### TASK DIRECTIONS
Please write out, exactly as given, every line of the entries below up to and including the line with "filter:drop-shadow(0 0 2px".

### DATA EXCERPTS
==================================================

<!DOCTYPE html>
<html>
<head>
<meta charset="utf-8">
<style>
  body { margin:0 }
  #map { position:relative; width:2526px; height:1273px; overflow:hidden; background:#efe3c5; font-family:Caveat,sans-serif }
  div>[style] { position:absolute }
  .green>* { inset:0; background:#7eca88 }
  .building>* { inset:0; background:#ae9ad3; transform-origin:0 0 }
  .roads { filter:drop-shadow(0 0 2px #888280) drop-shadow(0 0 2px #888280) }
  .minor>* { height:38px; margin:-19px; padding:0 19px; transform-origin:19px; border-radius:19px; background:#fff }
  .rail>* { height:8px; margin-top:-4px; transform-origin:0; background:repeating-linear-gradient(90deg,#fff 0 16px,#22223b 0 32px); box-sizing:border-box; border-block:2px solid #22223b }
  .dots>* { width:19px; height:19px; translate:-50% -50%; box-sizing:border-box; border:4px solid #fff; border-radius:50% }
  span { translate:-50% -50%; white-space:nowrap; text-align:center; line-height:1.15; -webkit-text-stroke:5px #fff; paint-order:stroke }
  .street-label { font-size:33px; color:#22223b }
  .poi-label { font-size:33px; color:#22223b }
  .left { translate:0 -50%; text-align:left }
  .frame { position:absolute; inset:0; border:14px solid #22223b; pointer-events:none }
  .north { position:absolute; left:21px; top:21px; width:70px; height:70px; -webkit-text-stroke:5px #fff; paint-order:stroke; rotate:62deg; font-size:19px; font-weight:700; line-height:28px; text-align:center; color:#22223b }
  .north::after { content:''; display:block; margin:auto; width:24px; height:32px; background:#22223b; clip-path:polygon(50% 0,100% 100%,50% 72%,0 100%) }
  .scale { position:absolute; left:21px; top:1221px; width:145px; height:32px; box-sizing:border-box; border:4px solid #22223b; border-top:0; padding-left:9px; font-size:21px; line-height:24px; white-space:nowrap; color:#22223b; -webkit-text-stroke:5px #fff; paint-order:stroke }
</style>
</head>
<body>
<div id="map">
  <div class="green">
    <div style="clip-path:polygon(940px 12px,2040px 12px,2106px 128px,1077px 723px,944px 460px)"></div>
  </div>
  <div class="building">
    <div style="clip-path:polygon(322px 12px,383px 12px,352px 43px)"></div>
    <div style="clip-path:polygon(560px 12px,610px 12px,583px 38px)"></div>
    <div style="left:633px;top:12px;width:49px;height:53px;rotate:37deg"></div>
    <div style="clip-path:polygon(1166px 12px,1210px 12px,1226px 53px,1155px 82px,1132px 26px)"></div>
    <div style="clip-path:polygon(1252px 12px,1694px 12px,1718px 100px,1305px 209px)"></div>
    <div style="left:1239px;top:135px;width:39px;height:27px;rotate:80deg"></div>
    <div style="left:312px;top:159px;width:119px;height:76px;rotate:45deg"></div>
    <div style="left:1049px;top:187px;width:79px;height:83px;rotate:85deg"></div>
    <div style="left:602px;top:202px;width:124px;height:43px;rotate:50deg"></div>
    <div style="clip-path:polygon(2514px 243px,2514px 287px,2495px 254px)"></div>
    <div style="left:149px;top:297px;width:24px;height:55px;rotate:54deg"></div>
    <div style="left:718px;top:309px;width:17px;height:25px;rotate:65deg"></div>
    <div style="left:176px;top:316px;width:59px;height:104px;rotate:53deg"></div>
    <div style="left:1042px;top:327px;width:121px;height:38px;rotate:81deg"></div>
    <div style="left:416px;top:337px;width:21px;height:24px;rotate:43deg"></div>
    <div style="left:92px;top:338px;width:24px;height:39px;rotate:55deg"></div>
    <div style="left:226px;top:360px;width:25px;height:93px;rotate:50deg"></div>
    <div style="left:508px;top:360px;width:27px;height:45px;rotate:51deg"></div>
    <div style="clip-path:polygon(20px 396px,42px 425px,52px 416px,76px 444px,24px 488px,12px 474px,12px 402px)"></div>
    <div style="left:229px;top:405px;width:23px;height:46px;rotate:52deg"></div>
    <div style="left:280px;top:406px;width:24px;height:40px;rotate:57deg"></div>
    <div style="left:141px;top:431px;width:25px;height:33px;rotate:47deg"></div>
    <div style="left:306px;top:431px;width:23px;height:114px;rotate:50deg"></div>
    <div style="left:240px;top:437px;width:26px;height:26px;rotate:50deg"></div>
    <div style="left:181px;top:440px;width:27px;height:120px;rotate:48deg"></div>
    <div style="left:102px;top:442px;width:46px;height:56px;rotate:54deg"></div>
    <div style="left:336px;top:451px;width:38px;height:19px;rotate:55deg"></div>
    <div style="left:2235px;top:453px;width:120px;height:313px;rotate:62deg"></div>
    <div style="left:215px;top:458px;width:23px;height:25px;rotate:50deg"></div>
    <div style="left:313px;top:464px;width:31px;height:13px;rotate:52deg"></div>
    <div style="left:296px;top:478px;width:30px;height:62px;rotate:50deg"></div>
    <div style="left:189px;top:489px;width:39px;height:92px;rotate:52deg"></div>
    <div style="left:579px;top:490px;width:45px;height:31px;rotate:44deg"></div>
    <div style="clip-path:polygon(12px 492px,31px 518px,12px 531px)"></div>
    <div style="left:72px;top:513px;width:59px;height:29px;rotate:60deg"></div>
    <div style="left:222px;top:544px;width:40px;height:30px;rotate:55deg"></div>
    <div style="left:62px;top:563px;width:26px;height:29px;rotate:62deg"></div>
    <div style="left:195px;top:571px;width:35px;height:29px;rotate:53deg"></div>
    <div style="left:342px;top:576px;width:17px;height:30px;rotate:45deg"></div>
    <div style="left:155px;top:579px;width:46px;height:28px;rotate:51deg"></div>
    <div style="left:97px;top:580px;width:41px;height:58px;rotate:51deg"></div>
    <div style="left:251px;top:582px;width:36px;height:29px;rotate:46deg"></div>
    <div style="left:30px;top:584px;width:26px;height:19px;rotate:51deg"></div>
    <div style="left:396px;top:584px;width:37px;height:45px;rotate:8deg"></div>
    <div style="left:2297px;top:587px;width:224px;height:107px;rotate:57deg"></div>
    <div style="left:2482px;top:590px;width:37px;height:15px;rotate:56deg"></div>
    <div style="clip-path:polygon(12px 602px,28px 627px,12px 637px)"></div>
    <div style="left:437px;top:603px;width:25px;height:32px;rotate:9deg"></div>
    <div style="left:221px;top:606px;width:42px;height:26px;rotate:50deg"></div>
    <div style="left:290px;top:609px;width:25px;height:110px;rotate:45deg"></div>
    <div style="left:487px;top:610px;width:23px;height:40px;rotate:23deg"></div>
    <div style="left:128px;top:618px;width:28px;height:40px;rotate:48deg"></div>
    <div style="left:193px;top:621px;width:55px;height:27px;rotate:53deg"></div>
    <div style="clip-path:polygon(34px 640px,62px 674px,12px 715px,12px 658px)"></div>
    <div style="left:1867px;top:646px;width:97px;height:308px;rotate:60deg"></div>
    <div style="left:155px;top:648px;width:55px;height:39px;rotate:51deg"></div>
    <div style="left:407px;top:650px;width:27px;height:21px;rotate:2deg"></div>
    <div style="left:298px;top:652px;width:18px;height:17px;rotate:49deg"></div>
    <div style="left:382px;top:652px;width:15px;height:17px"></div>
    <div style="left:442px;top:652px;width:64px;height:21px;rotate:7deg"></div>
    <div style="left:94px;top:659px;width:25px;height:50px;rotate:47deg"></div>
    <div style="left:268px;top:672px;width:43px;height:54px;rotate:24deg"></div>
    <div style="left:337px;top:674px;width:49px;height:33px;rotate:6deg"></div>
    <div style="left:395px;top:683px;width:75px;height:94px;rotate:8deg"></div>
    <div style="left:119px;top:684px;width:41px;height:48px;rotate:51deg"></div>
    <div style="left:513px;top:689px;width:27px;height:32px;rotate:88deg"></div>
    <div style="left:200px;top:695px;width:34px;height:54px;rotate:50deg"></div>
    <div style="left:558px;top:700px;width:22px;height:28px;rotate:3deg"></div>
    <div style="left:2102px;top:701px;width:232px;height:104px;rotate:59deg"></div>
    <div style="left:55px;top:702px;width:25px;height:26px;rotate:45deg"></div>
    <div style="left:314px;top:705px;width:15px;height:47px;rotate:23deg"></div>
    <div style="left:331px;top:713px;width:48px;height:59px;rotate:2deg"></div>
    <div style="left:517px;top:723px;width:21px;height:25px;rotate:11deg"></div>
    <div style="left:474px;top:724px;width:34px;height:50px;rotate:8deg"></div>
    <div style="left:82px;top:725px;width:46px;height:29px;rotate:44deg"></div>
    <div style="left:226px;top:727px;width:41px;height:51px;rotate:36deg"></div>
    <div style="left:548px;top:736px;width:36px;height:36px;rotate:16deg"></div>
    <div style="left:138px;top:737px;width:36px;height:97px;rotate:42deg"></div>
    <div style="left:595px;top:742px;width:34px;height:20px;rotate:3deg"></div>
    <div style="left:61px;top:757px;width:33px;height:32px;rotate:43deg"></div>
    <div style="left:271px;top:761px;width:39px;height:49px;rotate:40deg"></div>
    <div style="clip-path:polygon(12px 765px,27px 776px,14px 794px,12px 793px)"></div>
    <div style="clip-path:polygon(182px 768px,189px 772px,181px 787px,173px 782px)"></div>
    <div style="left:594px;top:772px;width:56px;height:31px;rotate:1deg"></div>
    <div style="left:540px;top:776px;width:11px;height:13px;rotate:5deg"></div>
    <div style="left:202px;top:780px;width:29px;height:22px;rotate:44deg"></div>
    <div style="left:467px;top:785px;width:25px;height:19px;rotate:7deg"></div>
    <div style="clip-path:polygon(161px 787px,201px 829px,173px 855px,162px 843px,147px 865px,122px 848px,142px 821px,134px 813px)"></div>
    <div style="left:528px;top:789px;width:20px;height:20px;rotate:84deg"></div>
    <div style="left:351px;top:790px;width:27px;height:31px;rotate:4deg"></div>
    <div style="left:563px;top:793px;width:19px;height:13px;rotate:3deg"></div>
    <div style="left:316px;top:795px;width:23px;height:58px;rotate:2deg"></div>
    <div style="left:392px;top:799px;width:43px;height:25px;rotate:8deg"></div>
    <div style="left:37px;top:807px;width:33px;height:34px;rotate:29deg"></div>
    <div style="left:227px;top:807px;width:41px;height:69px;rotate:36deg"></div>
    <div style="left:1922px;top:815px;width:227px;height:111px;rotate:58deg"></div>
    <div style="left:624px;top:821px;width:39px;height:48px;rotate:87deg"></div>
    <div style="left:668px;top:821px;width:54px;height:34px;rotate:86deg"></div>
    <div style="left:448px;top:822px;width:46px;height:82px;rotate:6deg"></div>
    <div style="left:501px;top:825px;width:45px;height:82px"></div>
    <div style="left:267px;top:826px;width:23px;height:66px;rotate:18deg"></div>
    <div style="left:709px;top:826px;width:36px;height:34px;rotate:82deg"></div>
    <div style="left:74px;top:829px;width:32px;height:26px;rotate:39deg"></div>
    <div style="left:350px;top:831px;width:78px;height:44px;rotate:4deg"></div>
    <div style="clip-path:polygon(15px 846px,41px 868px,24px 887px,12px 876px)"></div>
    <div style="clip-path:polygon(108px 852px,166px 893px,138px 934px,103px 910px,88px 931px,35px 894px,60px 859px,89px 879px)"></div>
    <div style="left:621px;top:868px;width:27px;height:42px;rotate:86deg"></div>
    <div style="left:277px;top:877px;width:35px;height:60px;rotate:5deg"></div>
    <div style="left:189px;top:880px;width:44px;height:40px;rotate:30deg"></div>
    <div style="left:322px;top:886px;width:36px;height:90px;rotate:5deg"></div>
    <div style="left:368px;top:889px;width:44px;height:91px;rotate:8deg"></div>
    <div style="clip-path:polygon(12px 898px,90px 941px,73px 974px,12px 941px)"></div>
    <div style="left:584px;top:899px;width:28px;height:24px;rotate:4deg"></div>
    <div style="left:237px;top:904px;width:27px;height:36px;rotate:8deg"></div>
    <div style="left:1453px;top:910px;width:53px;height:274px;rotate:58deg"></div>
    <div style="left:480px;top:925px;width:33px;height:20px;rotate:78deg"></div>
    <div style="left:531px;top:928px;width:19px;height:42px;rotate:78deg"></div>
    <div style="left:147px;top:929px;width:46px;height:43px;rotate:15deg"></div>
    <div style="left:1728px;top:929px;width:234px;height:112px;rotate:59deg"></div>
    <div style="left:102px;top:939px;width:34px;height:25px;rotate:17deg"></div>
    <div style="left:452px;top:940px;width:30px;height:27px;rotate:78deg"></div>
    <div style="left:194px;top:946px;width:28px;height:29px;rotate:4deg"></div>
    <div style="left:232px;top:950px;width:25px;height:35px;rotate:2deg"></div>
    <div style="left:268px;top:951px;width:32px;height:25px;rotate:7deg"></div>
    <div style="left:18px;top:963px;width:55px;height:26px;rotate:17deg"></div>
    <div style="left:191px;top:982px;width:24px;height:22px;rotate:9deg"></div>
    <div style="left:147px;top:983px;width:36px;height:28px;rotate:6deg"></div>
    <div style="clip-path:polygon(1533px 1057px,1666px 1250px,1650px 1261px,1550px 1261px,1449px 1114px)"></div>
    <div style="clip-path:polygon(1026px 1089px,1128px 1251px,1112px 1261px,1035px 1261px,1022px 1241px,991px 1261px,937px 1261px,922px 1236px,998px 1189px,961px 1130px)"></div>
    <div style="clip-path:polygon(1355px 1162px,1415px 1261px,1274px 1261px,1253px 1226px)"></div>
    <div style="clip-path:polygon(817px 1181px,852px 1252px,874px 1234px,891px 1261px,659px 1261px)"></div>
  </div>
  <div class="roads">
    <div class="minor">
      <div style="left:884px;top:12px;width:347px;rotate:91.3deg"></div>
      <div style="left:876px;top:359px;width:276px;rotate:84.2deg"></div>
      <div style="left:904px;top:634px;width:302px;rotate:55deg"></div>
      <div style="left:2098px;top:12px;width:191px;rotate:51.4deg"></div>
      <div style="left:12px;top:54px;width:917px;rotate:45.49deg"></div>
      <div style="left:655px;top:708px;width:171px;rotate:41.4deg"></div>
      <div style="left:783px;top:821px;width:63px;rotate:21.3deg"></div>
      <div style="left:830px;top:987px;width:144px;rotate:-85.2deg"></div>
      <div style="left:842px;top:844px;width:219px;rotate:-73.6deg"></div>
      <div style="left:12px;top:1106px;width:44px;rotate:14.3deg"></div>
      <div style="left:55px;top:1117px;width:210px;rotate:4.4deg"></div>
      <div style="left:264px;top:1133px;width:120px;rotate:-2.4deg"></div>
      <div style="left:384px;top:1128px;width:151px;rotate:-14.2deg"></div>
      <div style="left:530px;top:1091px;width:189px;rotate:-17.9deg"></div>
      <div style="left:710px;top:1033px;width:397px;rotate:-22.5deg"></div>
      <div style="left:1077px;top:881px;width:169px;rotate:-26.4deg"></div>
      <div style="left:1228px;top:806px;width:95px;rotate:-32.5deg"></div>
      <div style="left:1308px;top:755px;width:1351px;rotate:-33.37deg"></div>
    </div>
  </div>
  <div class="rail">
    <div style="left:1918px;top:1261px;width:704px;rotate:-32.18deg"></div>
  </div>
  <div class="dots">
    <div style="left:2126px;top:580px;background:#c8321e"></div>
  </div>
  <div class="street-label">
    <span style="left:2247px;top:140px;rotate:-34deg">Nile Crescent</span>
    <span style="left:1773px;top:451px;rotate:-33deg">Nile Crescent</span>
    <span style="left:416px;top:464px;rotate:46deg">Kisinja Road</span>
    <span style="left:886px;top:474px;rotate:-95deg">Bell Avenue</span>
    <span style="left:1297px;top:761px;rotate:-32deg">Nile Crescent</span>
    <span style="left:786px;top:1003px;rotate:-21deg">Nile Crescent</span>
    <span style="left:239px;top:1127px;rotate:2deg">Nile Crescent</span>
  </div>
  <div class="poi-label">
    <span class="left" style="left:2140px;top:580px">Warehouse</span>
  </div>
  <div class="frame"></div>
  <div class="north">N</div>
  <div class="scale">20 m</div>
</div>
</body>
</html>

==================================================

### OUTPUT
<!DOCTYPE html>
<html>
<head>
<meta charset="utf-8">
<style>
  body { margin:0 }
  #map { position:relative; width:2526px; height:1273px; overflow:hidden; background:#efe3c5; font-family:Caveat,sans-serif }
  div>[style] { position:absolute }
  .green>* { inset:0; background:#7eca88 }
  .building>* { inset:0; background:#ae9ad3; transform-origin:0 0 }
  .roads { filter:drop-shadow(0 0 2px #888280) drop-shadow(0 0 2px #888280) }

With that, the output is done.